Late on Saturday, Pakistan suffered massive power outage that impacted the entire national grid.
The country is slowly returning from the Jan 9 incident, which also impacted Internet services.
"A countrywide blackout has been caused by a sudden plunge in the frequency in the power transmission system," Pakistan's Energy Minister Omar Ayub Khan said on Twitter.
The country's Ministry of Energy tweeted that a preliminary investigation indicated that the thermal power plant in Pakistan's southern Sindh province developed a fault on Saturday night.
“The fault caused the country’s high transmission lines to trip, which in turn caused the system frequency to drop from 50 to 0 in less than a second,” the ministry's official account tweeted. “The drop in frequency caused power plants to shut down.”
Thankfully, most mission-critical infrastructure like hospitals and airports quickly switched to generators to stay powered.

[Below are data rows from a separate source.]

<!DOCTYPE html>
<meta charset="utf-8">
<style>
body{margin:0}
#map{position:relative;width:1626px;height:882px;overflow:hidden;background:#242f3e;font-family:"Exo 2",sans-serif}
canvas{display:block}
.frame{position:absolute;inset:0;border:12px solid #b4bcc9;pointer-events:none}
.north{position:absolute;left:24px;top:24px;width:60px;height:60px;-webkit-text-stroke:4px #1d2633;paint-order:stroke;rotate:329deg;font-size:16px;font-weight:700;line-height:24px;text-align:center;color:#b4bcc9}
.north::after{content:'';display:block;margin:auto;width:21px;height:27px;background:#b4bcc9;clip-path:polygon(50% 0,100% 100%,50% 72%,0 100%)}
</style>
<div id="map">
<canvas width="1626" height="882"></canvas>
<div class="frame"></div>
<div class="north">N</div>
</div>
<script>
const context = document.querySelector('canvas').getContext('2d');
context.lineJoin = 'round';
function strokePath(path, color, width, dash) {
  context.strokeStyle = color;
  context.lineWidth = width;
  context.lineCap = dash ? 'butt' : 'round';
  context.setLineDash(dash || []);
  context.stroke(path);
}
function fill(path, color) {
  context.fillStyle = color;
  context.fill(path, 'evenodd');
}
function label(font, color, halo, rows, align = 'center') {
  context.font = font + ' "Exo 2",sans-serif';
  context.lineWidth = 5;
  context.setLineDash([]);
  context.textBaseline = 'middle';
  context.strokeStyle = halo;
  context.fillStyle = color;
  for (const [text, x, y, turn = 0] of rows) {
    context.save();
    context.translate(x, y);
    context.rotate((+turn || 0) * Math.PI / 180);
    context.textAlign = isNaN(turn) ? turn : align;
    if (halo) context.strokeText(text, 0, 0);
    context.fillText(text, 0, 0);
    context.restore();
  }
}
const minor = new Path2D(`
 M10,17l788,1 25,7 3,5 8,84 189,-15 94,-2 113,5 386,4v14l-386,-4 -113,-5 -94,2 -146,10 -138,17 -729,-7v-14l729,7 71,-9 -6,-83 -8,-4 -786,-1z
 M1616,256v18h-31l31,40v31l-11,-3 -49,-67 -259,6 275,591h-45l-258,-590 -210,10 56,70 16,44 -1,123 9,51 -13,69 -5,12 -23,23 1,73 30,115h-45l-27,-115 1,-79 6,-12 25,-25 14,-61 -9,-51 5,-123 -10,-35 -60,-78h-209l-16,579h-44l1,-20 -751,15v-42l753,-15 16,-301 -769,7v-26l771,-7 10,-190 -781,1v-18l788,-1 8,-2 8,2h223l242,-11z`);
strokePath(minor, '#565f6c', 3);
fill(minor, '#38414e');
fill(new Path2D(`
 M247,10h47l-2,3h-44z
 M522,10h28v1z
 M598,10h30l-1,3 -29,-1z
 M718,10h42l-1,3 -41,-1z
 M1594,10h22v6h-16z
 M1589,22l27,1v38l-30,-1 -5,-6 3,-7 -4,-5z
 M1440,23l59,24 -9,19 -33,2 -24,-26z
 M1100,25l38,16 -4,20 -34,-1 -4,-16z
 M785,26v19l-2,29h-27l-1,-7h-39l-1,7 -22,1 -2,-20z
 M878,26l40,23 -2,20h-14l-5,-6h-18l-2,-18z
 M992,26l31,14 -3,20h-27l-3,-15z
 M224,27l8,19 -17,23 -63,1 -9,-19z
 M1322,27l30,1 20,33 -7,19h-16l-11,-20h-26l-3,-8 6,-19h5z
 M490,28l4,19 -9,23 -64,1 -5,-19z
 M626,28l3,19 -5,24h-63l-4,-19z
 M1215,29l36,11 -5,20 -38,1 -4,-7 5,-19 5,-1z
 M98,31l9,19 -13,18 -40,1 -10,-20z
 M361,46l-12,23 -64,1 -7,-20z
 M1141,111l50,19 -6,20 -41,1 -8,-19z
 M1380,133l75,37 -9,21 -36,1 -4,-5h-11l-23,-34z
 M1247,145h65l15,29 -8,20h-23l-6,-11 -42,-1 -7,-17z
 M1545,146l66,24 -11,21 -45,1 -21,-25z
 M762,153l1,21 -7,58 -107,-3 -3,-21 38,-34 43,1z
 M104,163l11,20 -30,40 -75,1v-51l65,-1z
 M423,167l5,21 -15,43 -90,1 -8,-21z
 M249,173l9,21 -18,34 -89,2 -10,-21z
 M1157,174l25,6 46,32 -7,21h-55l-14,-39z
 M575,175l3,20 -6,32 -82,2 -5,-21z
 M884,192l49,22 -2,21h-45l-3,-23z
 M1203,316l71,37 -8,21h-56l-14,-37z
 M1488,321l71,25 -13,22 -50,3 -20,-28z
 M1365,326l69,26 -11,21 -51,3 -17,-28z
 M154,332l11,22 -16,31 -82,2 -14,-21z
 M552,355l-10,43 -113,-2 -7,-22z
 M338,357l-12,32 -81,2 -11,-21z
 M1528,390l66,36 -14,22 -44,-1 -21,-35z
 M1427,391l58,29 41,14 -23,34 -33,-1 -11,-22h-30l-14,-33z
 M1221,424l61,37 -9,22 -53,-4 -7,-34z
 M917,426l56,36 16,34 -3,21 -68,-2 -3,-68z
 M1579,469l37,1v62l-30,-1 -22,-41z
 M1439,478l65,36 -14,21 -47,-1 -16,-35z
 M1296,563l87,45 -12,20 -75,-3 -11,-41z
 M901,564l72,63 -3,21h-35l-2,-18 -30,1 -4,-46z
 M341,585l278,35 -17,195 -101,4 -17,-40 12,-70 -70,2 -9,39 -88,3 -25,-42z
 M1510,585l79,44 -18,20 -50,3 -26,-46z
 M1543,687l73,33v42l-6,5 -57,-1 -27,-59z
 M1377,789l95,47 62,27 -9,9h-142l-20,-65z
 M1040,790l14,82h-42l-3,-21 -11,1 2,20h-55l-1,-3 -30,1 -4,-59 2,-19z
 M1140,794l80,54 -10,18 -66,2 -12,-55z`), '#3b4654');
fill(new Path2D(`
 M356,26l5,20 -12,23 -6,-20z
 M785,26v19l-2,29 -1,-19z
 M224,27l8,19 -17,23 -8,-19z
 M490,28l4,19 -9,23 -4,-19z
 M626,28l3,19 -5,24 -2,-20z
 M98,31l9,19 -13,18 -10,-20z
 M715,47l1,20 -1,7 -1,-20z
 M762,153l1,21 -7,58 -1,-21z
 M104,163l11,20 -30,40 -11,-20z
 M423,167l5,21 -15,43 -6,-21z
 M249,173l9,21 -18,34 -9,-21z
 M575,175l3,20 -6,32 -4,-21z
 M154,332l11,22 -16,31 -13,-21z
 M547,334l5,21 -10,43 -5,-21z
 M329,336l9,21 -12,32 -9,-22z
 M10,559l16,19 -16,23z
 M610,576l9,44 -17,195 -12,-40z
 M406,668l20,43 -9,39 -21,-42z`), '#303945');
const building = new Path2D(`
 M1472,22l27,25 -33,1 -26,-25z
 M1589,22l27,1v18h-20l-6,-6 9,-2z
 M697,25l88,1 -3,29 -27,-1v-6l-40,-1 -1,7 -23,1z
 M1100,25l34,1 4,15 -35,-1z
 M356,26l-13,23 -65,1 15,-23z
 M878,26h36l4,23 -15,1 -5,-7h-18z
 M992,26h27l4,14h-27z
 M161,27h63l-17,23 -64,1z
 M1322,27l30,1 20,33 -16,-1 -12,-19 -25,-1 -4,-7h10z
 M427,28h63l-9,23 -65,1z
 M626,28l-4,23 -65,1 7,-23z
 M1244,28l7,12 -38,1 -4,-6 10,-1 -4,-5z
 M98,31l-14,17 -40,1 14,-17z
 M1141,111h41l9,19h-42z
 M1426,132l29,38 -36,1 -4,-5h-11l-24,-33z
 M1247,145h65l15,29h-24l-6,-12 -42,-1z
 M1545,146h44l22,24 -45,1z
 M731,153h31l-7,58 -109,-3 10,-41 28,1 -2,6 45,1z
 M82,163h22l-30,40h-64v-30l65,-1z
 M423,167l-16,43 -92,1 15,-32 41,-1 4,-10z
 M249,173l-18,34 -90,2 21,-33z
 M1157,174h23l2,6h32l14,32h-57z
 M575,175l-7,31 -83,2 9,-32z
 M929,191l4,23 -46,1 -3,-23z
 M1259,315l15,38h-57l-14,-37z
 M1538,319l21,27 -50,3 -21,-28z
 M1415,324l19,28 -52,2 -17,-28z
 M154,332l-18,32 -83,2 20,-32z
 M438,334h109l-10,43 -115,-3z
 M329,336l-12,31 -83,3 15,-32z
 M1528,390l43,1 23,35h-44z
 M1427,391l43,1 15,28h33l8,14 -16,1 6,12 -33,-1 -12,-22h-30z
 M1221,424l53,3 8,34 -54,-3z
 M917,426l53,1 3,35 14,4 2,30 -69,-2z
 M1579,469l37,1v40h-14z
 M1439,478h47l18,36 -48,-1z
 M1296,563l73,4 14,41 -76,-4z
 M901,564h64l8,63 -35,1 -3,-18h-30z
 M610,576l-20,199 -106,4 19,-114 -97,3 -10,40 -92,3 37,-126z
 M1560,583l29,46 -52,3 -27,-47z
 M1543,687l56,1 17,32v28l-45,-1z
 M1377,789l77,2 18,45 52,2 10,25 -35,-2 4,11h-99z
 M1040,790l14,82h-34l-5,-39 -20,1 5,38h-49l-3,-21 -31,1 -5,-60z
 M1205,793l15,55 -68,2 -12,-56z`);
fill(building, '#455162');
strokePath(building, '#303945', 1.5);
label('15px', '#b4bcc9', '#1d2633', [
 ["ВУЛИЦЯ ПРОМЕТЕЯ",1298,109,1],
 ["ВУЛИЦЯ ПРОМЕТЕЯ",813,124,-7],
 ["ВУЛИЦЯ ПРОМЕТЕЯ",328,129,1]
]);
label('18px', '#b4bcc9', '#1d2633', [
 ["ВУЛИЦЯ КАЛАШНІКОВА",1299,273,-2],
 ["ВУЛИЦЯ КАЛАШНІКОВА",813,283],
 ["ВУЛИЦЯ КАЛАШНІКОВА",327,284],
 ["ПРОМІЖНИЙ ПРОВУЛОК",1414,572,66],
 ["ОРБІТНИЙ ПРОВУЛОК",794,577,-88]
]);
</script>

Individual data centers may have also moved to diesel, but with the entire power grid out of action, most of Pakistan's network was also impacted, along with end-users.
Internet censorship and outage tracker Netblocks found that Pakistan's observable Internet connectivity dropped by 62 percent almost immediately.
Six hours later it was 52 percent of ordinary levels.
"Metrics indicate that impact is highest at the edge of the network while critical infrastructure and telecommunication exchanges are less impacted, likely due to effective failover to backup power," Netblocks said.
At a press conference, a Ministry of Energy spokesperson warned that it could take some time for power to return to every affected region, but that major cities were already being powered back up.